On March 4, 2021, undersigned counsel memorialized the foregoing in a letter to Mr. Medlin, formally demanding that Kay recover the Rolls Royce and return same to Billie at a “mutually convenient time and place.”
40.
Several follow-ups were sent to Mr. Medlin, to which neither Billie nor undersigned counsel received a response.
41.
On or about March 23, 2021, Mr. Medlin advised undersigned counsel via email that, after meeting with Kay the previous week, he had “determined that . . . the Rolls Royce has been sold and is unretrievable.”
These allegations do not make it clear on the face of the pleading that a conversion claim is untimely. Kay argues that Billie should have been aware she had a conversion claim when she was “unable to access the marital home” where she had left several person items because “Kay had changed the locks” after Travis died. But there is nothing in that rather common action after the death of a homeowner that necessarily, on the face of the pleading, means Billie was then alerted that Kay had taken the Rolls Royce and would not be returning it to her. Kay contends that Billie's allegation that her efforts to recover assets from the home were “rebuffed primarily by Kay” should have triggered the limitations period. But being rebuffed is susceptible to multiple meanings, ranging from being ignored to being told “Now is not a good time to visit” to “I'm never giving you that car.”
When an allegation relevant to timeliness is susceptible of more than one meaning, the court must read the complaint in the light most favorable to the plaintiff. Mann v. Adams Realty Co., Inc., 556 F.2d 288, 294 (5th Cir. 1977) (reversing district court that granted Rule 12(b)(6) motion based on a limitations defense). That precludes the “rebuffed” allegation from being the basis for a limitations-based dismissal. The same is true of the argument that prescription commenced when Billie sent a letter to Kay and her attorney, asked to retrieve the car, but received no response. The allegation of a mere lack of a response does not necessarily mean that the damage had manifested itself with sufficient certainty to trigger the limitations period. Too many assumptions and interpretations against the interests of Billie-which is not allowed in a Rule 12(b)(6) contest-are required to conclude that the limitations period began earlier than her actual notification that Kay had sole the car.
In such a situation, the limitations defense is not the appropriate basis to grant a Rule 12(b)(6) motion, and the defense “must be resolved through discovery and summary judgment or trial.” Frame, 657 F.3d at 240 (vacating district court's dismissal based on limitations grounds).

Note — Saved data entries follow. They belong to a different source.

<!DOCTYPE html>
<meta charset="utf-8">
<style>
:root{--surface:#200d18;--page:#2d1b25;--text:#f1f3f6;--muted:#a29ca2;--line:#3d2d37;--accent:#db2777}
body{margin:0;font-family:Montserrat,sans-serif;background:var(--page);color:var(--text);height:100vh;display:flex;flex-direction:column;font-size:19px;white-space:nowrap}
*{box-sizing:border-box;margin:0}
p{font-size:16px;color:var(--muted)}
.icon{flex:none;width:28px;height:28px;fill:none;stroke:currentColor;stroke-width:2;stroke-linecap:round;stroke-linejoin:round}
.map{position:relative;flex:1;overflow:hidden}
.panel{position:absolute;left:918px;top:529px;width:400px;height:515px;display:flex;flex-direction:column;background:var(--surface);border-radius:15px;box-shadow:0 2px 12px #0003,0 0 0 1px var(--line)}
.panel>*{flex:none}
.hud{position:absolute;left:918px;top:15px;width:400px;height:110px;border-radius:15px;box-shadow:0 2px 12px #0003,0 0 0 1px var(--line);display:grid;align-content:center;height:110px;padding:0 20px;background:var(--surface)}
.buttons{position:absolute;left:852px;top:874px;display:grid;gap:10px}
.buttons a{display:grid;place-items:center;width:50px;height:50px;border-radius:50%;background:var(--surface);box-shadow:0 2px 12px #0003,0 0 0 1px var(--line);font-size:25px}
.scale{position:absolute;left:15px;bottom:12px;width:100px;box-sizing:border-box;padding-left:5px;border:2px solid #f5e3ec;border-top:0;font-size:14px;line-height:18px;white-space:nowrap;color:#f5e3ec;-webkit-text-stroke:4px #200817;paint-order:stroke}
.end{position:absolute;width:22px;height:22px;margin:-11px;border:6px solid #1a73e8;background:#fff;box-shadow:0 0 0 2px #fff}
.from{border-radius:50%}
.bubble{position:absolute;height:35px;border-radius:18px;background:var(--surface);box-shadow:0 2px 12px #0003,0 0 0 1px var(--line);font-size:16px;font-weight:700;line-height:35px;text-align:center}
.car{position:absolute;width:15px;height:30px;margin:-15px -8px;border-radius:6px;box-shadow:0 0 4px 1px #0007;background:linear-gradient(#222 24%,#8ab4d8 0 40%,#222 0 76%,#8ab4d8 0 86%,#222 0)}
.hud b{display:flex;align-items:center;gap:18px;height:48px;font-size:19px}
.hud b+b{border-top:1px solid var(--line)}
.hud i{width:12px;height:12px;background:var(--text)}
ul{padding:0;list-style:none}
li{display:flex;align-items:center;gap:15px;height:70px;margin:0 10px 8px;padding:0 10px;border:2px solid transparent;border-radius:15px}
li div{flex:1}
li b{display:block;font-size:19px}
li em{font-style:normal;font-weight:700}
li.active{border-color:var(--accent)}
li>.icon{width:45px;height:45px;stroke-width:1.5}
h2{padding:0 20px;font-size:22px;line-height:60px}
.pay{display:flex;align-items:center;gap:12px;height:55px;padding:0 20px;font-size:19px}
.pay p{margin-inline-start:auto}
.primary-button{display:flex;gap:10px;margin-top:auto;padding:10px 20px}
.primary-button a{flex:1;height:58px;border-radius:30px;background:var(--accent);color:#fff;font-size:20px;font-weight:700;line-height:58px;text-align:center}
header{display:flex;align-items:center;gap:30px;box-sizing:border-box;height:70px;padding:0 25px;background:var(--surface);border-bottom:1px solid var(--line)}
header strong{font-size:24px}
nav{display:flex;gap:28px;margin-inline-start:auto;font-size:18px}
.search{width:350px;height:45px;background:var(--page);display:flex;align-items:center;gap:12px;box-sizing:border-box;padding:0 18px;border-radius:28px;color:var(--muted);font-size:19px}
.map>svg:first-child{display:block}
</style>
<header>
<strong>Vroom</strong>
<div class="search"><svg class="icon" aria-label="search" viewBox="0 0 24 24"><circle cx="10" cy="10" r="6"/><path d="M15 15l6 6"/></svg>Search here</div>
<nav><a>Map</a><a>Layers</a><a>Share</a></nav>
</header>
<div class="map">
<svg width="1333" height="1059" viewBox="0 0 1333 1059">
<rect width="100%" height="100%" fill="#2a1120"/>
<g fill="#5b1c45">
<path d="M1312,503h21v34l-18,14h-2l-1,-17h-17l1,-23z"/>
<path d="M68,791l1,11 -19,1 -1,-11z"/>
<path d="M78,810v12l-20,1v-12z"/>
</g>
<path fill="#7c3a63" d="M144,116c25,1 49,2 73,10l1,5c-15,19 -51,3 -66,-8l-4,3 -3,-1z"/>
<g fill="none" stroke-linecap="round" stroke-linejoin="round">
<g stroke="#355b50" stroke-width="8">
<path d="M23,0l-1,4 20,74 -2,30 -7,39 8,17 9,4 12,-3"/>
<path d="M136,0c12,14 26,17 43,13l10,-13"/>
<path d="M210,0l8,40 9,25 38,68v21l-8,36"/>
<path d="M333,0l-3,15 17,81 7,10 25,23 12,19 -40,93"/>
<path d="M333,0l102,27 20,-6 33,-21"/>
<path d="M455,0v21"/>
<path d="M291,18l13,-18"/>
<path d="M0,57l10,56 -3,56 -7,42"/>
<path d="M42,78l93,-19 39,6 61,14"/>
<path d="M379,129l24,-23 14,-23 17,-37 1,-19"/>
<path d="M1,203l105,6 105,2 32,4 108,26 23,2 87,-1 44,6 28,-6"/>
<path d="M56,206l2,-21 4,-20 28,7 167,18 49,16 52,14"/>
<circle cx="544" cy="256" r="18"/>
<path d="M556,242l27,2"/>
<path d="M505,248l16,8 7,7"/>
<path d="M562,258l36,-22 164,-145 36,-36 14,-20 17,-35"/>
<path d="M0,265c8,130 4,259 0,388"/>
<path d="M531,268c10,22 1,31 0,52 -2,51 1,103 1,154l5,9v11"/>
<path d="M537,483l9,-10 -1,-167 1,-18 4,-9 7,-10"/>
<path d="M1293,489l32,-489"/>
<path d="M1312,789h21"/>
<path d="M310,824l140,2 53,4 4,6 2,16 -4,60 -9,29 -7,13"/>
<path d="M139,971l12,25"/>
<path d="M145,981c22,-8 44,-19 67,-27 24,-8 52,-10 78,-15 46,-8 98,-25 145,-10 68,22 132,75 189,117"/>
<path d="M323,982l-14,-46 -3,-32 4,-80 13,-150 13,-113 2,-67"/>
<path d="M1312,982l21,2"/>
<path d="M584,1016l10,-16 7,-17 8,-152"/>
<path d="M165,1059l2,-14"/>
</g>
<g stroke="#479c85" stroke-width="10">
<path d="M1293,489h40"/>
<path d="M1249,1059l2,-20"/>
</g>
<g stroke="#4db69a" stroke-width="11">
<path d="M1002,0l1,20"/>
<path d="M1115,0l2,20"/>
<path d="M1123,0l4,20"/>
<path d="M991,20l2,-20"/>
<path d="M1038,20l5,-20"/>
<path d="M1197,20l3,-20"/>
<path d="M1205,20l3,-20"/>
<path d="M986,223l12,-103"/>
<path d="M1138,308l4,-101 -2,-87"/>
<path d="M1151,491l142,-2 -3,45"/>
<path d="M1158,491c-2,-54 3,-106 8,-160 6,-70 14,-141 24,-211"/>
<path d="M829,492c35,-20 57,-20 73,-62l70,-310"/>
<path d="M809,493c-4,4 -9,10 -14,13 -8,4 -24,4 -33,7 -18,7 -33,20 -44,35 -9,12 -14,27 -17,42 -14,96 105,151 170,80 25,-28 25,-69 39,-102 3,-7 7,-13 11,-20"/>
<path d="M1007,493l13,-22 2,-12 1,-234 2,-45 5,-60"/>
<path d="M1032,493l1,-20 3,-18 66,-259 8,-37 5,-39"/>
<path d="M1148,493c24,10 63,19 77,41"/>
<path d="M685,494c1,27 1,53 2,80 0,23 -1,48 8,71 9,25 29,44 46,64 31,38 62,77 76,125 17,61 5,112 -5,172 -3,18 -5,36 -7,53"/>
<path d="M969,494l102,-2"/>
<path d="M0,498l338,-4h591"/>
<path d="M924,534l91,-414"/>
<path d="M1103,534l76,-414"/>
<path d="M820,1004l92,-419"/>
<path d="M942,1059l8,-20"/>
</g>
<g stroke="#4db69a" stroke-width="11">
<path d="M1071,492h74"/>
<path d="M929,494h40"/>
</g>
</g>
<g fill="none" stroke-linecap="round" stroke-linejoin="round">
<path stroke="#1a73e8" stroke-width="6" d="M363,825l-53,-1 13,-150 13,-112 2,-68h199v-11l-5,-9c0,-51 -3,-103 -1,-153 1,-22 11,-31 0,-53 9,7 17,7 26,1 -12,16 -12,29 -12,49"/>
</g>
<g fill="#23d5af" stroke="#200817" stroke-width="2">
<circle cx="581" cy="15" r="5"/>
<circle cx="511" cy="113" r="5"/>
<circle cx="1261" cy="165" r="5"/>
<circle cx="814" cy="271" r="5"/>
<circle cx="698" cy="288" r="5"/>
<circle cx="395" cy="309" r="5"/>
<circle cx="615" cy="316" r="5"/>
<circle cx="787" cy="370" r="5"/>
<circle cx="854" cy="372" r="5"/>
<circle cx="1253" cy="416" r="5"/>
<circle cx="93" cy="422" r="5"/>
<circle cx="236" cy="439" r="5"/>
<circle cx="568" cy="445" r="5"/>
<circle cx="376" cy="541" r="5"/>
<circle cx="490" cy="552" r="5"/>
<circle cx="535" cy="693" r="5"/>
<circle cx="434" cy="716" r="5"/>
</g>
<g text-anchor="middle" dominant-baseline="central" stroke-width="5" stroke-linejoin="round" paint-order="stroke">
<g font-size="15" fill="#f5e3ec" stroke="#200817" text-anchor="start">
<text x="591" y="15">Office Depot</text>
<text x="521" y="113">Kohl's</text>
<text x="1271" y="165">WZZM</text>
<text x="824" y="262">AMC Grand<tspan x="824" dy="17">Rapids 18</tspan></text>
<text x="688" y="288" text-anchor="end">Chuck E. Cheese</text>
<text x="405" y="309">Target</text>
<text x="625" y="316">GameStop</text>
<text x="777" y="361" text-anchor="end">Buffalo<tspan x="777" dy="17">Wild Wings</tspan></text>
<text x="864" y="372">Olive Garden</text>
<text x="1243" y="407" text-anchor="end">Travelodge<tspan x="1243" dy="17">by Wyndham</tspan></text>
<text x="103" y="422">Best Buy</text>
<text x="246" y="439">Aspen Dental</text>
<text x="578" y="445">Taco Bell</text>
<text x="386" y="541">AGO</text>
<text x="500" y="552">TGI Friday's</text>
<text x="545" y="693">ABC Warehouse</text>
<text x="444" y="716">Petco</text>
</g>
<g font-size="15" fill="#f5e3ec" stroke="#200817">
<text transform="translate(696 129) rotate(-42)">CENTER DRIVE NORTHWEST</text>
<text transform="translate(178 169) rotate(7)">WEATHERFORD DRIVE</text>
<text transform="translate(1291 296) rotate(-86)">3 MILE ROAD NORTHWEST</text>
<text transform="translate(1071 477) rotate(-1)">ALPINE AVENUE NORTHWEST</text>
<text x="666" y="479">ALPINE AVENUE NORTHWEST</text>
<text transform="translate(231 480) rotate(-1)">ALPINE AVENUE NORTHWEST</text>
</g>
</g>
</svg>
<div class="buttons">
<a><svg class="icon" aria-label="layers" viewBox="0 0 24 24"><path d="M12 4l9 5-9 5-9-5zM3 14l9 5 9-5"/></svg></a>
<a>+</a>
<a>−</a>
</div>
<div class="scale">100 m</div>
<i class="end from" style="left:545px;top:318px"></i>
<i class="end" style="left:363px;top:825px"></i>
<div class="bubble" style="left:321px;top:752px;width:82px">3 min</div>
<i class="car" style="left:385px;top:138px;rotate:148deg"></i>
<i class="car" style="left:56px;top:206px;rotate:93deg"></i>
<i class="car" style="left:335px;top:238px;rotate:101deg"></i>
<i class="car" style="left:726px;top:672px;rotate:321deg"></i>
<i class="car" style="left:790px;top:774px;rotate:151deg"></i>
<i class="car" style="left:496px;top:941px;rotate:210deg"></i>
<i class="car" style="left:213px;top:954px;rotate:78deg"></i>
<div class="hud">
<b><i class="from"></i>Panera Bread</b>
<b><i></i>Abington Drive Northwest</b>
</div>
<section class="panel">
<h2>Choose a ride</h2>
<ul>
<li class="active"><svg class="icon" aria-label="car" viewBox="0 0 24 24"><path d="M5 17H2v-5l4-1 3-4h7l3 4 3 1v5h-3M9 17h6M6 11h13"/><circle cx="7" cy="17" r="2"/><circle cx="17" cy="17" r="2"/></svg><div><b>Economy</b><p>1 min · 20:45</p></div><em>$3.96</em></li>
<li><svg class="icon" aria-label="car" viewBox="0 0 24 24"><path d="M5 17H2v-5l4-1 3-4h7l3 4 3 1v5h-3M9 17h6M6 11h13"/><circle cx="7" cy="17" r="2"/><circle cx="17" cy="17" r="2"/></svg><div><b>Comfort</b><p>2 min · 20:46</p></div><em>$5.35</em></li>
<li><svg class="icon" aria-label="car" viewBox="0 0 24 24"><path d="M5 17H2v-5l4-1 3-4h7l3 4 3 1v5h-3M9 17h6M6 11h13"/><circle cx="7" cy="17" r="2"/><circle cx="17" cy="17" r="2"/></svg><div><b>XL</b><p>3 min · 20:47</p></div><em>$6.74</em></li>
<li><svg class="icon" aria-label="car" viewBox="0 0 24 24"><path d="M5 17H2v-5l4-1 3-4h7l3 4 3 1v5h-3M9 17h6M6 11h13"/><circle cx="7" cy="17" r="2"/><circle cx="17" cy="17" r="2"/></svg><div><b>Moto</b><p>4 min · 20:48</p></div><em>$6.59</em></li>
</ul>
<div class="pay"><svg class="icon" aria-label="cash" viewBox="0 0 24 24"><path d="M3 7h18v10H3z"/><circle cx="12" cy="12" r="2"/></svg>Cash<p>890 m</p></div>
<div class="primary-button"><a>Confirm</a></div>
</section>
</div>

Similar rules were applied in K-Tek Corp. v. Lovett, 924 F.Supp. 57 (M.D. La. 1996) when a motion to dismiss a conversion claim based on prescription was denied because there were multiple arguable events that triggered the limitations period and it was “not apparent from the face of the complaint whether this suit has prescribed.” Perhaps Kay can establish by motion for summary judgment or at trial that the conversion claim is untimely, but she cannot establish that defense based solely on the face of Billie's pleading.
Accordingly, It is recommended that Defendant Karen J. “Kay” Miller's Motion to Dismiss (Doc. 7) be denied.
Objections
Under the provisions of 28 U.S.C. § 636(b)(1)(C) and Fed.R.Civ.P. 72(b), parties aggrieved by this recommendation have fourteen (14) days from service of this report and recommendation to file specific, written objections with the Clerk of Court, unless an extension of time is granted under Fed.R.Civ.P. 6(b). A party may respond to another party's objections within fourteen (14) days after being served with a copy thereof. Counsel are directed to furnish a courtesy copy of any objections or responses to the District Judge at the time of filing.
A party's failure to file written objections to the proposed findings, conclusions and recommendation set forth above, within 14 days after being served with a copy, shall bar that party, except upon grounds of plain error, from attacking on appeal the unobjected-to proposed factual findings and legal conclusions accepted by the district court. See Douglass v. U.S.A.A., 79 F.3d 1415 (5th Cir. 1996) (en banc).